The election sees anti-corruption blogger Navalny take on the incumbent mayor and Putin ally Sergei Sobyanin, who has held the post since 2010.
About 40 million people, or half of all Russian voters, are eligible to cast ballots in local-body elections across Russia. The polls are the biggest political test for Putin since he faced down mass protests a year and a half ago.
In Moscow opinion surveys show Sobyanin, 55, more than 60 percentage points ahead of Navalny, who has been trailing on around 20 per cent.
But the election marks the first time an opposition leader has managed to stand in a high-profile poll, making it the first truly competitive electoral contest in many years in Russia.
Tension hangs over Moscow's vote because Navalny, 37, was sentenced to prison for five years on July 18 on charges of embezzlement. In an unprecedented move, he was released the next day on bail following a complaint by prosecutors.
Differences at the top?
Observers of the Kremlin have put his release down to growing differences between hard-liners and reformers at the top level of Russian politics. They also say his five-year term may be commuted to a suspended sentence if he performs well in the poll.
Navalny's supporters see the sentence as a political punishment for his role in organizing huge anti-Putin demonstrations in the winter of 2011-2012. The protests were sparked by widespread claims of fraud in parliamentary elections and discontent at Putin's decade-long rule.
Moscow gave Putin just 46.95 percent of the vote at the 2012 presidential election, well below the national average.
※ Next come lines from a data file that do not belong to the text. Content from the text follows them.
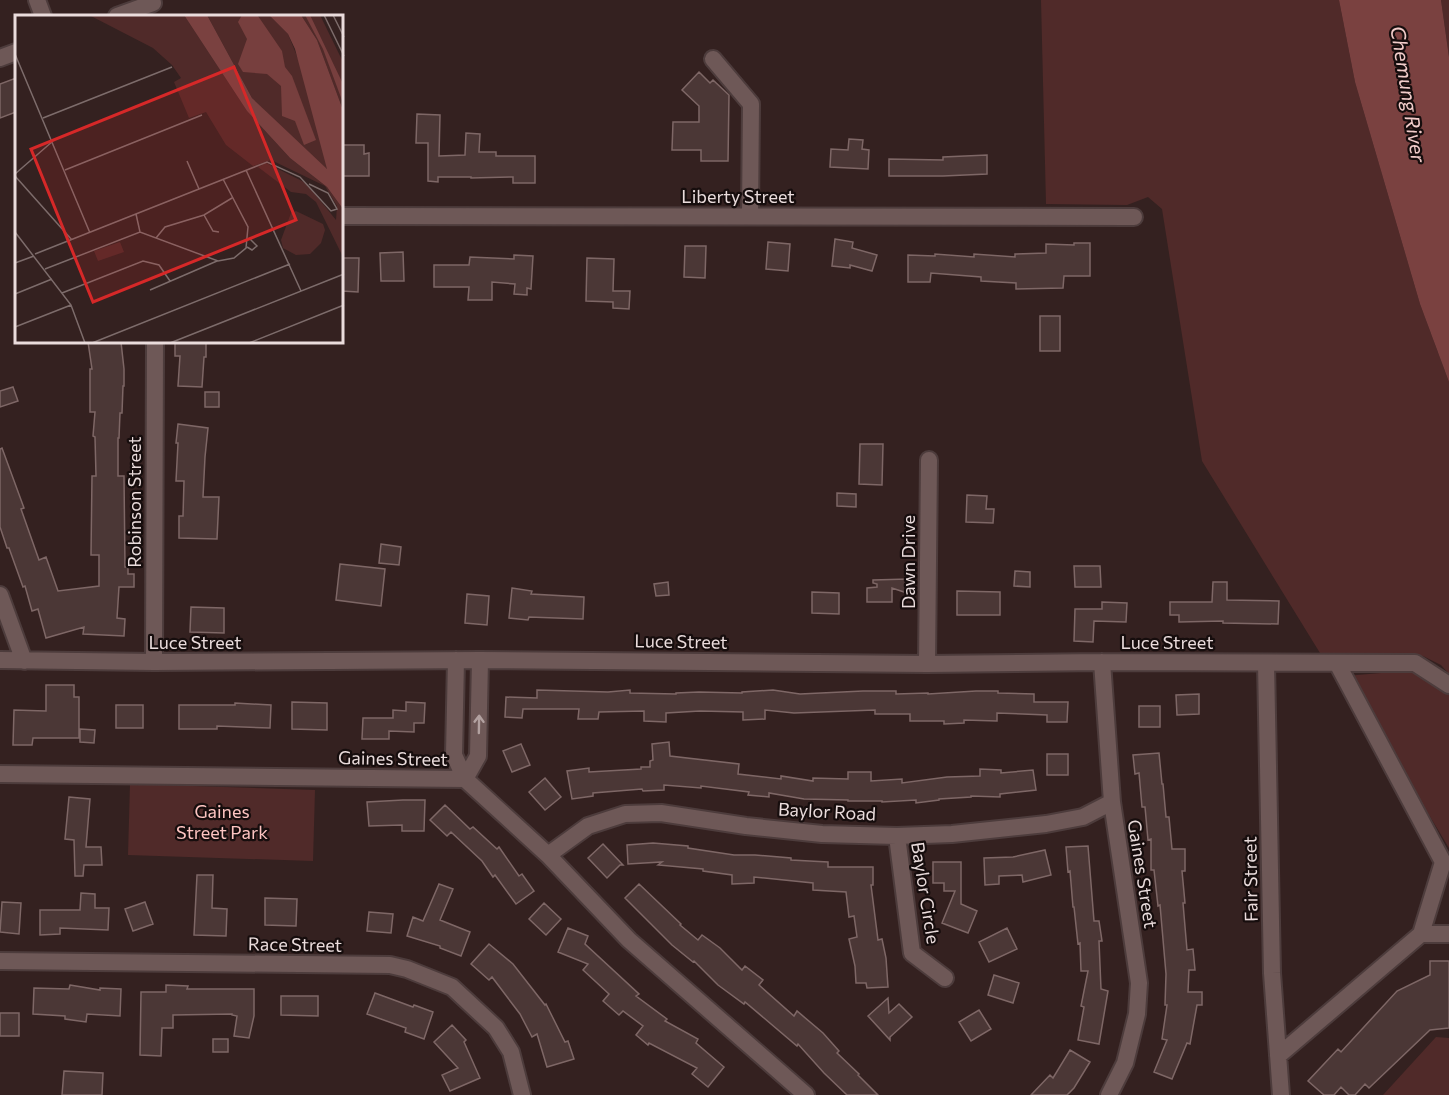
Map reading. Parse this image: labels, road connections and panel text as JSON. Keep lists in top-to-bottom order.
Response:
{
  "streets": {
    "street": [
      "Liberty Street",
      "Robinson Street",
      "Dawn Drive",
      "Luce Street",
      "Gaines Street",
      "Baylor Road",
      "Fair Street",
      "Baylor Circle",
      "Race Street"
    ]
  },
  "crossings": [
    ["Robinson Street", "Luce Street"],
    ["Dawn Drive", "Luce Street"],
    ["Luce Street", "Gaines Street"],
    ["Luce Street", "Fair Street"],
    ["Gaines Street", "Baylor Road"],
    ["Baylor Road", "Baylor Circle"]
  ],
  "water": ["Chemung River"],
  "parks": ["Gaines Street Park"]
}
Navalny, a lawyer, made a name for himself as a blogger exposing corruuption among the elites. He has promised to jail Putin and his allies if he is one day elected as president.
Despite Navalny's growing political prominence, Putin refuses even to mention him by name, referring to him only as "this gentleman."
Putin praises Sobyanin
Ahead of the election, the Russian president has profusely praised Sobyanin, his former chief of staff, telling Channel One television: "He speaks less and does more. I love such people."
Sobyanin was appointed to the post of mayor in 2010 after then-president Dmitry Medvedev fired longtime mayor Yuri Luhkov. He formerly served as governor of Siberia.
Four other candidates are also running in the polls, but none of them has significant support.